More Quantum Leaps
The unit ends with a futuristic exploration. herein students read The Darwin Chip - Evolving a Conscious Computer (Discover Magazine, June 1998), and will view and discuss a Star Trek, The Next Generation episode titled, The Measure of A Man, which focuses on the civil rights of an android.
The Measure of A Man
In this Star Trek, The Next Generation episode, Captain Picard of the Federation starship, Enterprise, represents Data, an android, in a court case to dispute a three-hundred-year-old law that as an artificial life form, Data is, in fact, the property of Starfleet (the military branch of The Federation). The case is precipitated by the request of a Starfleet cyberneticist who plans to disassemble Data in order to study him and make duplicate models. In the course of the trial, the evidence against Data seems overwhelming, but Guinan, ship’s barkeep, in her ever sagacious way, advises Picard that an army of Datas without rights sounds all too familiar. Picard realizes that she is speaking of slavery and that idea becomes the linchpin in Data’s defense.

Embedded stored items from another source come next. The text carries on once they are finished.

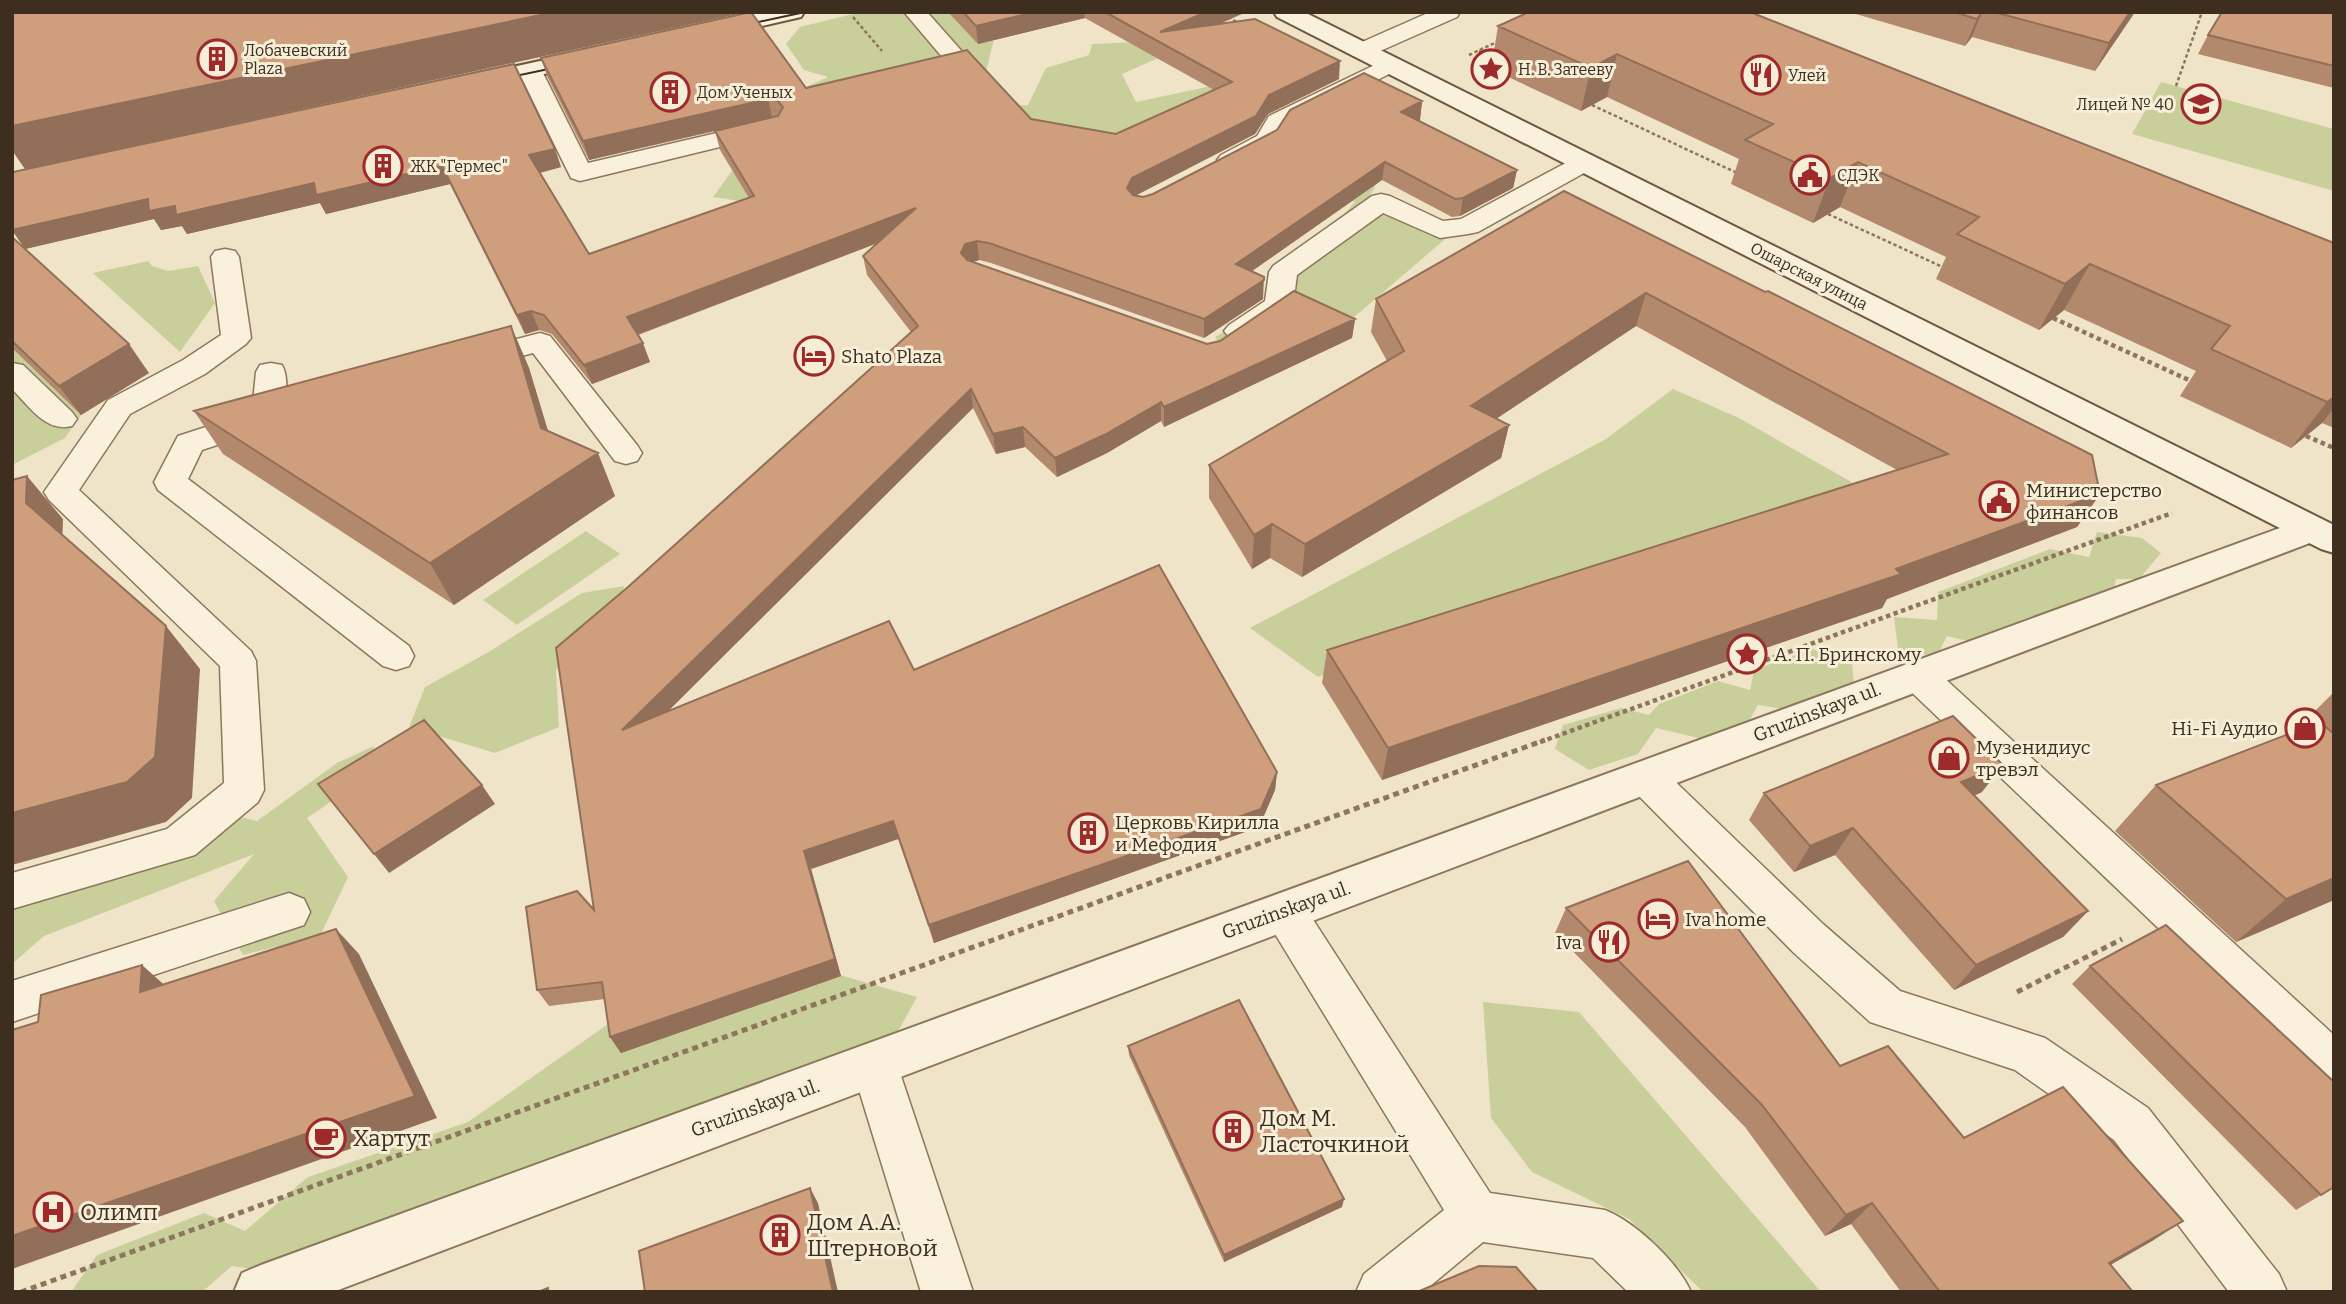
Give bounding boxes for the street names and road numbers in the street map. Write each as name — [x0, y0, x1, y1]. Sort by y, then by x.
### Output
street label: Ошарская улица — [1747, 238, 1871, 314]
street label: Gruzinskaya ul. — [1750, 677, 1884, 747]
street label: Gruzinskaya ul. — [1219, 876, 1353, 944]
street label: Gruzinskaya ul. — [688, 1074, 822, 1142]

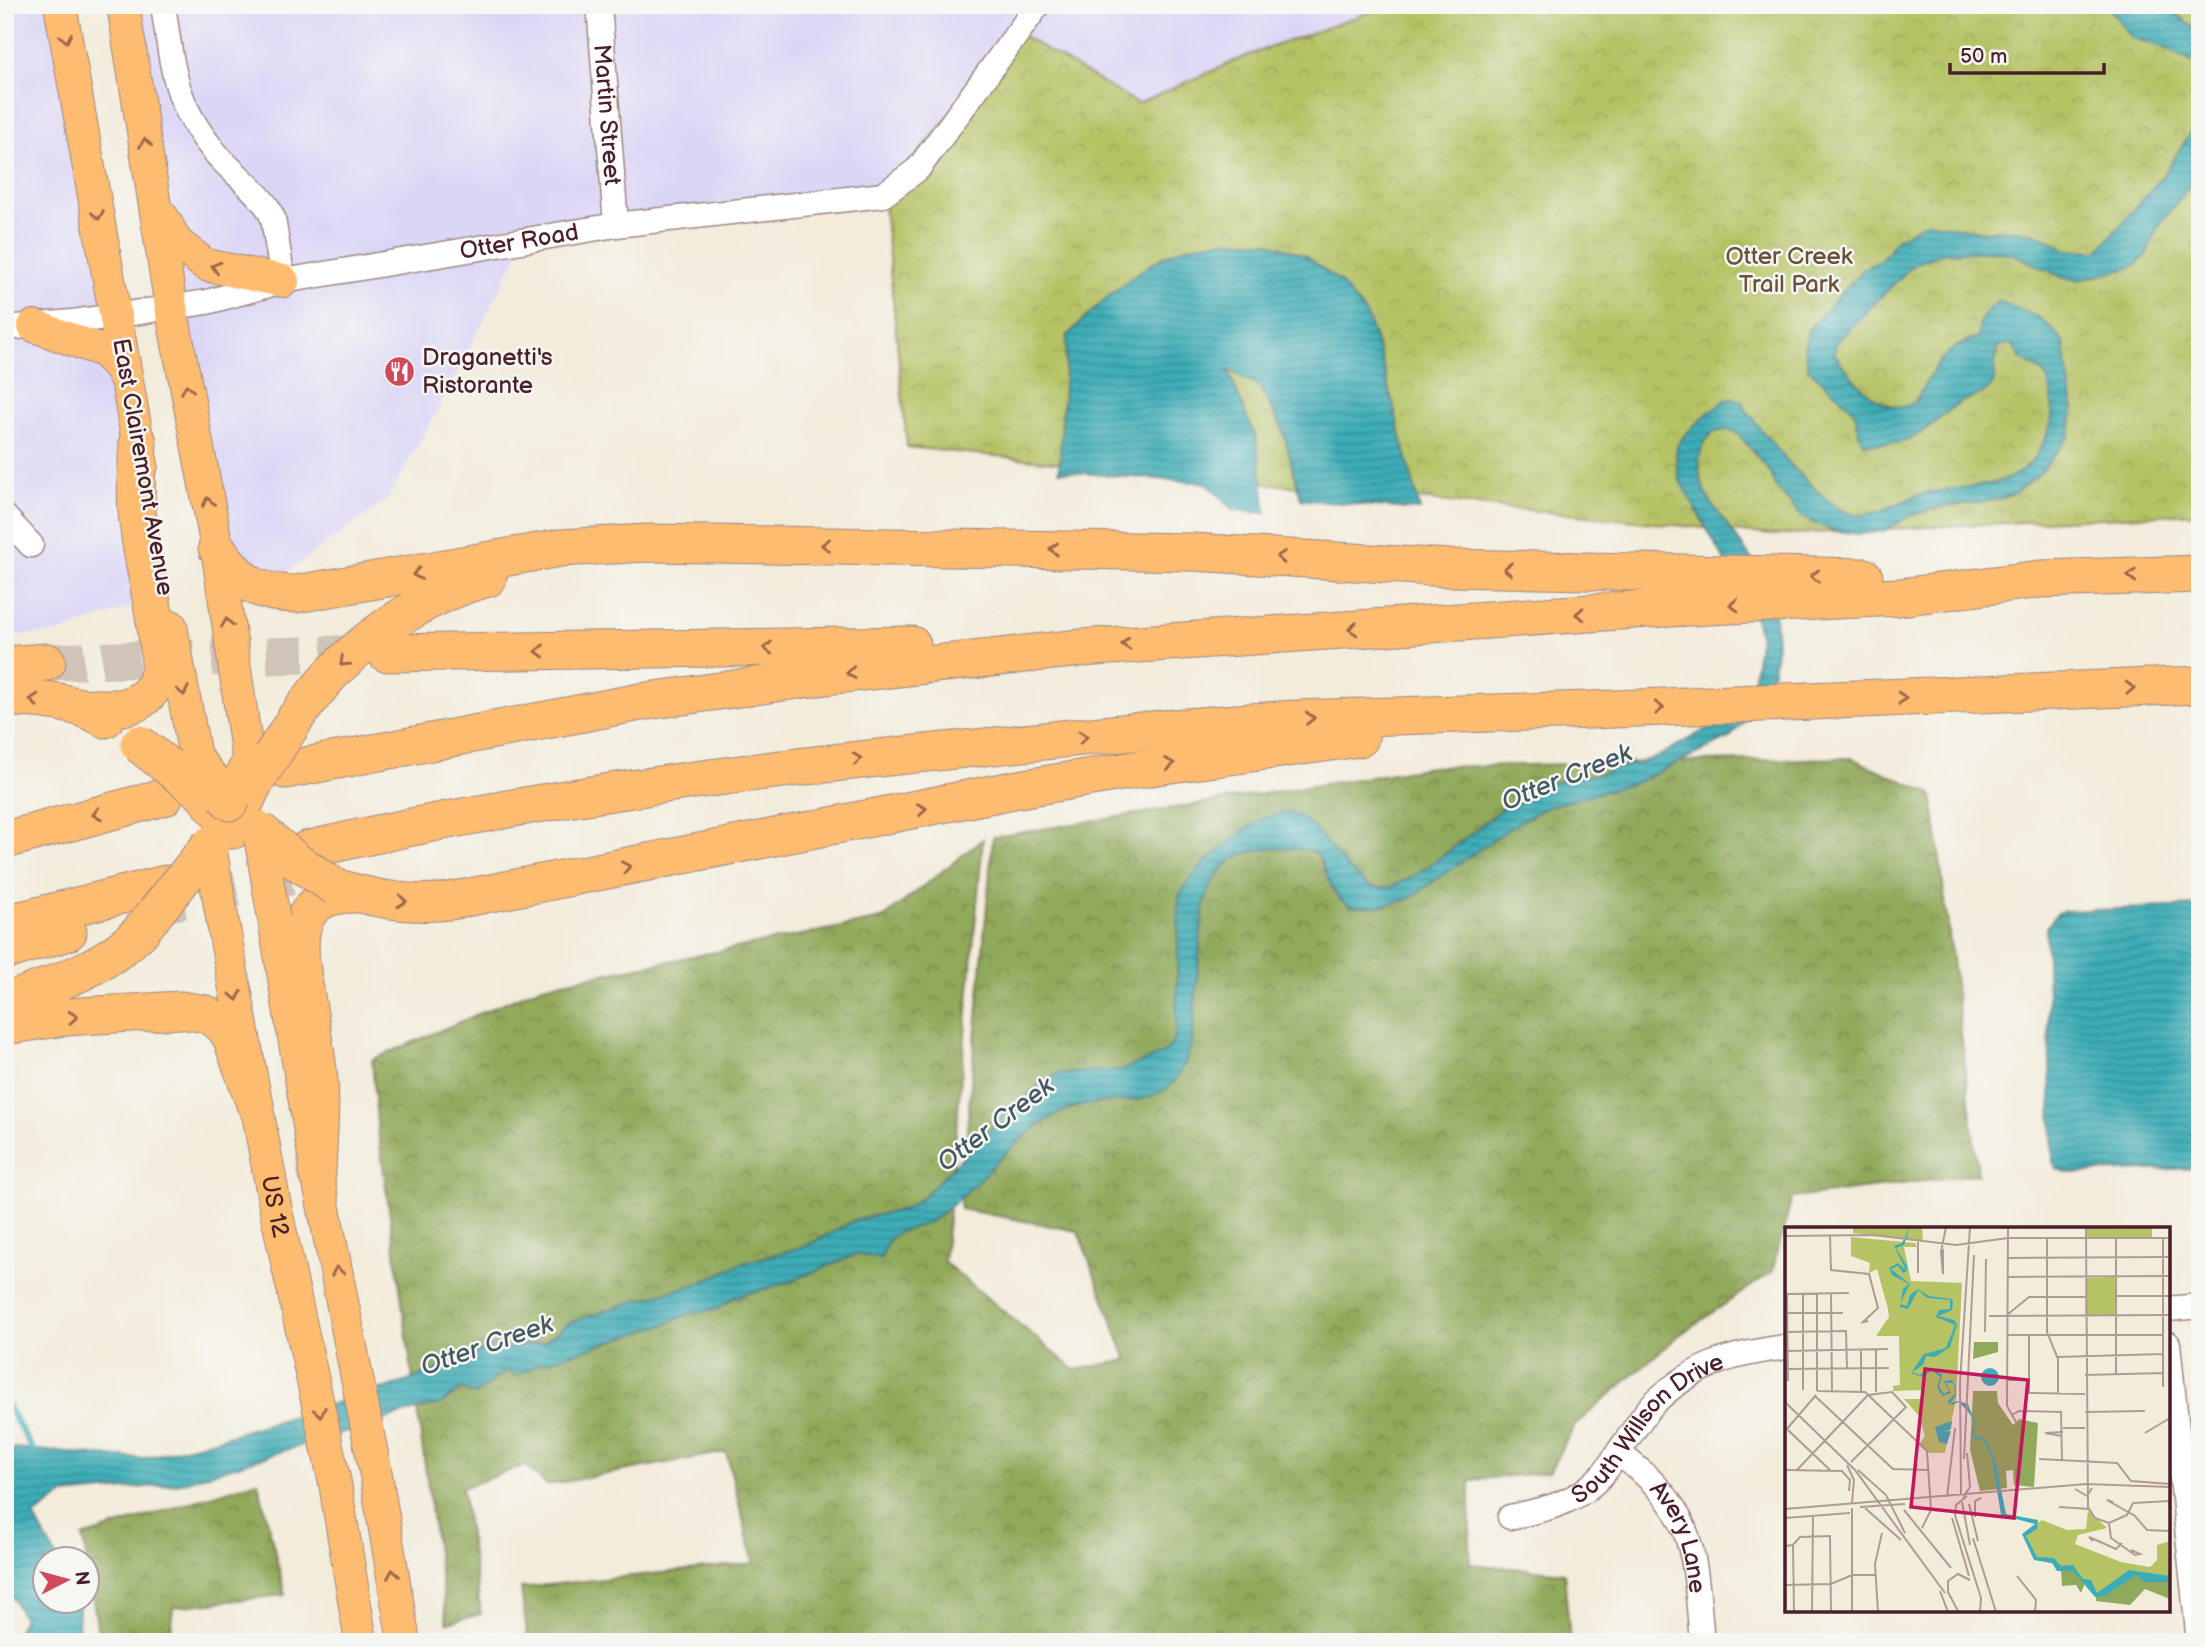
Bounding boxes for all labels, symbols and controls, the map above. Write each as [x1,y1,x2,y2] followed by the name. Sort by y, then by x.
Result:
[58,32,73,44] one-way arrow
[1950,32,2104,76] scale bar
[588,43,627,187] street label: Martin Street
[1960,44,2007,69] text: 50 m
[138,137,153,149] one-way arrow
[90,209,105,220] one-way arrow
[458,217,581,266] street label: Otter Road
[1725,242,1853,299] park label: Otter Creek Trail Park
[210,261,222,276] one-way arrow
[106,336,180,598] street label: East Clairemont Avenue
[422,343,553,400] place label: Draganetti's Ristorante
[382,354,416,388] restaurant icon: Draganetti's Ristorante
[180,384,195,395] one-way arrow
[202,496,217,508] one-way arrow
[820,538,831,553] one-way arrow
[1048,542,1059,557] one-way arrow
[1275,550,1286,565] one-way arrow
[1502,561,1513,577] one-way arrow
[411,566,423,581] one-way arrow
[1809,568,1820,583] one-way arrow
[2126,568,2136,584] one-way arrow
[1729,597,1740,612] one-way arrow
[1574,606,1585,621] one-way arrow
[220,617,235,629] one-way arrow
[1347,621,1358,636] one-way arrow
[1120,637,1131,652] one-way arrow
[762,640,772,656] one-way arrow
[534,643,545,659] one-way arrow
[339,653,352,666] one-way arrow
[845,666,857,681] one-way arrow
[2125,681,2136,696] one-way arrow
[174,685,189,697] one-way arrow
[1898,690,1908,706] one-way arrow
[28,692,39,707] one-way arrow
[1653,700,1664,715] one-way arrow
[1305,711,1316,726] one-way arrow
[1078,730,1089,745] one-way arrow
[1497,737,1638,818] water label: Otter Creek
[851,752,863,767] one-way arrow
[1164,757,1176,772] one-way arrow
[916,802,928,817] one-way arrow
[92,806,104,820] one-way arrow
[621,860,632,875] one-way arrow
[397,894,408,909] one-way arrow
[228,990,243,1002] one-way arrow
[68,1010,79,1025] one-way arrow
[932,1070,1061,1179] water label: Otter Creek
[255,1173,296,1240] street label: US 12
[1785,1227,2170,1612] inset map
[330,1265,345,1277] one-way arrow
[417,1308,559,1383] water label: Otter Creek
[1566,1347,1728,1510] street label: South Willson Drive
[312,1406,327,1418] one-way arrow
[1644,1475,1712,1595] street label: Avery Lane
[32,1546,102,1616] north arrow
[386,1569,401,1580] one-way arrow
[69,1570,94,1587] text: N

While this is of course fiction, the idea of determining whether a sentient being is either an individual or property is not so far removed from us as our work thus far has shown. The story of Cinqu and the slaveship, The Amistad, should tell us as much. After living for three years in captivity while American courts in the course of five separate trials to determine whether he and thirty-five other Africans were actually the property of Portuguese slave traders, or in fact, human beings due their freedom Cinqu and his people were able to return home in 1841. (Learning Through Drama by Jeannette Gaffney; 1990 YNHTI, Vol. 2.)
Global Citizenry
Coming into the next millennium, we may have no safe choice but to get along with each other, both nationally and internationally. With six billion people currently inhabiting our world and a projected nine billion by the year 2050, the viability of human life on Earth is questionable; questionable now with such daunting issues as world hunger and global warming; and questionable with these problems increasing exponentially in the future. As the world grows bigger in population and smaller or more intimate through a global telecommunications and economic network, hope looms on the horizon for a planetary civilization. Glimpses of that hope can be seen in some of the international efforts to reduce CFCs and prevent global warming, e.g.: The Montreal Protocols (1987), the UN-sponsored Earth Summit (1992), and the UN 1995 Intergovernmental Panel on Climate Control. (Exploring American History, pp. 664-669.)